Yu also said that it’s become very common to produce original shows for streaming sites, which own the rights to the content.
“If Chinese film [production companies] can’t make technical breakthroughs,” Yu said, “we will become suppliers and manufacturers for the next batch of BAT.”
It's not necessarily all Big Tech's fault, though. PwC’s Wilson Chow, who heads technology, media and telecommunications, said streaming platforms relying less on production companies for more original series produced in-house could be having an effect. But a large part of the entertainment industry’s downturn is tightening government regulations, he said.
In 2018, actress Fan Bingbing’s tax evasion scandal set off government probes of shady tax practices, which sent shockwaves through the industry. Production companies either postponed or shut down projects while they audited their books, and financing dried up because investors were trying to stay away from scandals, Bloomberg reported.
Aggressive competition among the streaming platforms is also having an effect. Another anonymous CEO of a television production company cited by the Securities Daily report said that video streaming platforms have cut their purchasing budgets this year and that prices are set at just above production costs, leaving thin profit margins for producers.
iQiyi declined to comment for this story. Alibaba and Tencent didn’t respond to requests for comment.
Whatever the cause of the downturn, the result is that people have less to watch. The number of shows registered for production from January to October fell 25% this year to 729, down from 967 during the same period last year, according to the National Radio and Television Administration.
Michael Yan, an independent film and TV industry consultant who has worked in Hollywood and China, told us that video streaming platforms are still willing to spend a lot of money to snatch up hot TV series despite not being profitable. The more diversified tech giants behind the platforms can afford to eat the losses.
But less original film and television projects are first to become casualties of the streaming wars.
“I’ve seen a lot of projects lately, and most of them are very generic and follow the trends,” Yan said. “So if they happen to find a buyer among the streaming sites, I don’t think the production companies have much leverage to create a competitive situation or negotiate for better margins.”

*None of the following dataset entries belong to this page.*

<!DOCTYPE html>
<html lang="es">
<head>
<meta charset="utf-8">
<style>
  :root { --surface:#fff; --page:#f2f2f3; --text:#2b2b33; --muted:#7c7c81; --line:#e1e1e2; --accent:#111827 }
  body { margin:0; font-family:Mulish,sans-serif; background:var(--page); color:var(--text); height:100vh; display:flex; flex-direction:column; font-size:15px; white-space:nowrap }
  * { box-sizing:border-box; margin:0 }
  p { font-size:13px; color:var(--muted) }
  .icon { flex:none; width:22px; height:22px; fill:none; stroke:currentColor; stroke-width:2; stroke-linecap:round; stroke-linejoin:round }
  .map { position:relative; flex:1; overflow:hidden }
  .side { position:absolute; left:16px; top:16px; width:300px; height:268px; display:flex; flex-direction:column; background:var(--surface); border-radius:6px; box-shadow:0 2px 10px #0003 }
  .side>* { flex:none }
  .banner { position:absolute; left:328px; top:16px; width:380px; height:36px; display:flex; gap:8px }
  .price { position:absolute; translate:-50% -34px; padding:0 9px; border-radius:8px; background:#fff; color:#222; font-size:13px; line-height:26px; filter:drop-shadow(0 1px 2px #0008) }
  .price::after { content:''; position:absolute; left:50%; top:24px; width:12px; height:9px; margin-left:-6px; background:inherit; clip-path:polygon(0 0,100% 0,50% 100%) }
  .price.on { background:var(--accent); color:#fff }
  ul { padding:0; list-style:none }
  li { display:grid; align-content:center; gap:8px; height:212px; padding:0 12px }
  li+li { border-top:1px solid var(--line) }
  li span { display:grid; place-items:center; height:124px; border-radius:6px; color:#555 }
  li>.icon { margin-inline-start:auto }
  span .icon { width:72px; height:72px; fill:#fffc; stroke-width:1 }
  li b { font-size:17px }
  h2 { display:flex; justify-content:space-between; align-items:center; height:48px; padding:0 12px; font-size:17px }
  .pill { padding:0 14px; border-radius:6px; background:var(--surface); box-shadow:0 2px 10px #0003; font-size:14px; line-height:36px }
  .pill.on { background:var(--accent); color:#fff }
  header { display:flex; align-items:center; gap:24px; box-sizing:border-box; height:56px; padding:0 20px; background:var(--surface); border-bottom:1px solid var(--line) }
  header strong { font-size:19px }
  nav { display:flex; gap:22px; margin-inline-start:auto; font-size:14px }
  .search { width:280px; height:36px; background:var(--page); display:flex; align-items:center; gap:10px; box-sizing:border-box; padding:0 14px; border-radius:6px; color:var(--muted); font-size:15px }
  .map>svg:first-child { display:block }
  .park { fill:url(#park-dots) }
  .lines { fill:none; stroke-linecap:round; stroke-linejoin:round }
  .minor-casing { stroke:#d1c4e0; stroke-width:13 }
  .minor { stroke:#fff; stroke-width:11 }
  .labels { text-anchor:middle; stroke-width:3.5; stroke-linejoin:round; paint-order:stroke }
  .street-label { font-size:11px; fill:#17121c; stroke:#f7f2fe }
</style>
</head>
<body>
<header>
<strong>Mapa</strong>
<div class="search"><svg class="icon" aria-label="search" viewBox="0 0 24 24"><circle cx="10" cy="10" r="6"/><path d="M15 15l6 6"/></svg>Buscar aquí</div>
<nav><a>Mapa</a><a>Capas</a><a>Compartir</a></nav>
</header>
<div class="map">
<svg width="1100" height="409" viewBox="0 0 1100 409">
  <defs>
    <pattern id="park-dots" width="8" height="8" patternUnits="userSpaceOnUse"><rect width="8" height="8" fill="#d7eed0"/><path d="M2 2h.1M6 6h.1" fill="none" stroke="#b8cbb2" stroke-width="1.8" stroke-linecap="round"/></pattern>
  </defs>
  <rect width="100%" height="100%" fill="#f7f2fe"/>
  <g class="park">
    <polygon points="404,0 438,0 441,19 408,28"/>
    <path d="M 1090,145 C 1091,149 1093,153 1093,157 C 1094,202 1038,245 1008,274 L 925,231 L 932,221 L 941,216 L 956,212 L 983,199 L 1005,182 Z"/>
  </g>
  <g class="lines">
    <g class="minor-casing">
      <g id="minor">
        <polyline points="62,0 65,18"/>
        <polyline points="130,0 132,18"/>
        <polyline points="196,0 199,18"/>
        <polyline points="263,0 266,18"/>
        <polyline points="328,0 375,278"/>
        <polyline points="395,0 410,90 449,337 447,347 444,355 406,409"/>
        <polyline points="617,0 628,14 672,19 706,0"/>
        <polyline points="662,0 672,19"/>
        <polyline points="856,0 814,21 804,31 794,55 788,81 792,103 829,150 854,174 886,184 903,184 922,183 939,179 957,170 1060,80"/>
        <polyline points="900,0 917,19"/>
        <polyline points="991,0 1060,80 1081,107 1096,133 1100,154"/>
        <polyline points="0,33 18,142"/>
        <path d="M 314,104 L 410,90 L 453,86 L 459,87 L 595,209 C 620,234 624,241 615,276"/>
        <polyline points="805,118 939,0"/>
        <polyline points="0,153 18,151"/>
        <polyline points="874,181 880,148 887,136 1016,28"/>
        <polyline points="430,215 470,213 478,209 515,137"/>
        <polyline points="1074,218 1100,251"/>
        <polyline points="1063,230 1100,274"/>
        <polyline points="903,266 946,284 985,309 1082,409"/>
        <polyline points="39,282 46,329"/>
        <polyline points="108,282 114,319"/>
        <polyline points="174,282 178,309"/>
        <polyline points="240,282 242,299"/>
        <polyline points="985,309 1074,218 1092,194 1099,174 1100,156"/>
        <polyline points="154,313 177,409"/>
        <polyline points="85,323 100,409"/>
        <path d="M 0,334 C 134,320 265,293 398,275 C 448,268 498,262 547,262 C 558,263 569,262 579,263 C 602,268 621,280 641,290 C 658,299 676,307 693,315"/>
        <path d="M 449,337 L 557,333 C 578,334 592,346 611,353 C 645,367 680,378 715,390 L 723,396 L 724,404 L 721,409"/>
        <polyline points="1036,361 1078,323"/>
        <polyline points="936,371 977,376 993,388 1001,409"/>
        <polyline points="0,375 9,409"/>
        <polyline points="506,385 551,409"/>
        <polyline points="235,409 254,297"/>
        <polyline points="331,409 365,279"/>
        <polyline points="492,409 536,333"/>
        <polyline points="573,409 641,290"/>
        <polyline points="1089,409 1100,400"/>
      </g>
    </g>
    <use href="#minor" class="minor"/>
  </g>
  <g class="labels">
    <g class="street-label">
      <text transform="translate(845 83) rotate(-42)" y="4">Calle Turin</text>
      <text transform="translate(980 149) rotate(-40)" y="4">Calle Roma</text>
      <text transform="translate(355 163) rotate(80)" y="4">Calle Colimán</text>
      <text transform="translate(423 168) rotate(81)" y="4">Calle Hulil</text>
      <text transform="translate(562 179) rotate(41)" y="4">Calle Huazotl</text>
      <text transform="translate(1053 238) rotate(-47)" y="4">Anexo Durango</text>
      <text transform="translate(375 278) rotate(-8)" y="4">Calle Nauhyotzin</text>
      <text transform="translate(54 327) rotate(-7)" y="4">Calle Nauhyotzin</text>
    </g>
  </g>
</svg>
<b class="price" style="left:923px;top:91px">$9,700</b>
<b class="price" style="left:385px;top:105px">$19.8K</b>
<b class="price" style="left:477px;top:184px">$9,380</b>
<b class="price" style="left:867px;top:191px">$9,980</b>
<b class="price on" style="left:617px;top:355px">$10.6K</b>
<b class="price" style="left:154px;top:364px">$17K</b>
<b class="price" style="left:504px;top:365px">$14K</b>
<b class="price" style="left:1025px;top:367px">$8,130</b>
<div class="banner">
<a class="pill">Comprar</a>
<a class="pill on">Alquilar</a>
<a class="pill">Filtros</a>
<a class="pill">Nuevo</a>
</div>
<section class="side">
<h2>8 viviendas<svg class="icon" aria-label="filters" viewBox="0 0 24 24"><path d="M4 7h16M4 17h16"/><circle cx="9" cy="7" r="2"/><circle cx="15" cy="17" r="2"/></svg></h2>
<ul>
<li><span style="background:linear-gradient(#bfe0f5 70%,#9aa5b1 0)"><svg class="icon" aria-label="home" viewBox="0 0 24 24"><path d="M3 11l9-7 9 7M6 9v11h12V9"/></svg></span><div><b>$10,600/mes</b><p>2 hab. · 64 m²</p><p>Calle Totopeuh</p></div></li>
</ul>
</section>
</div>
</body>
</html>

But some people see light at the end of the tunnel for China’s entertainment industry.
PwC’s Chow said that after a year of ongoing probes, government investigations into the industry are almost over. The past year has been short-term “periodic pain,” he said, and he’s optimistic about the industry’s long-term development.
Chow added that 5G could enable production companies to utilize new technologies like VR and AR in future projects, helping them to eventually raise prices.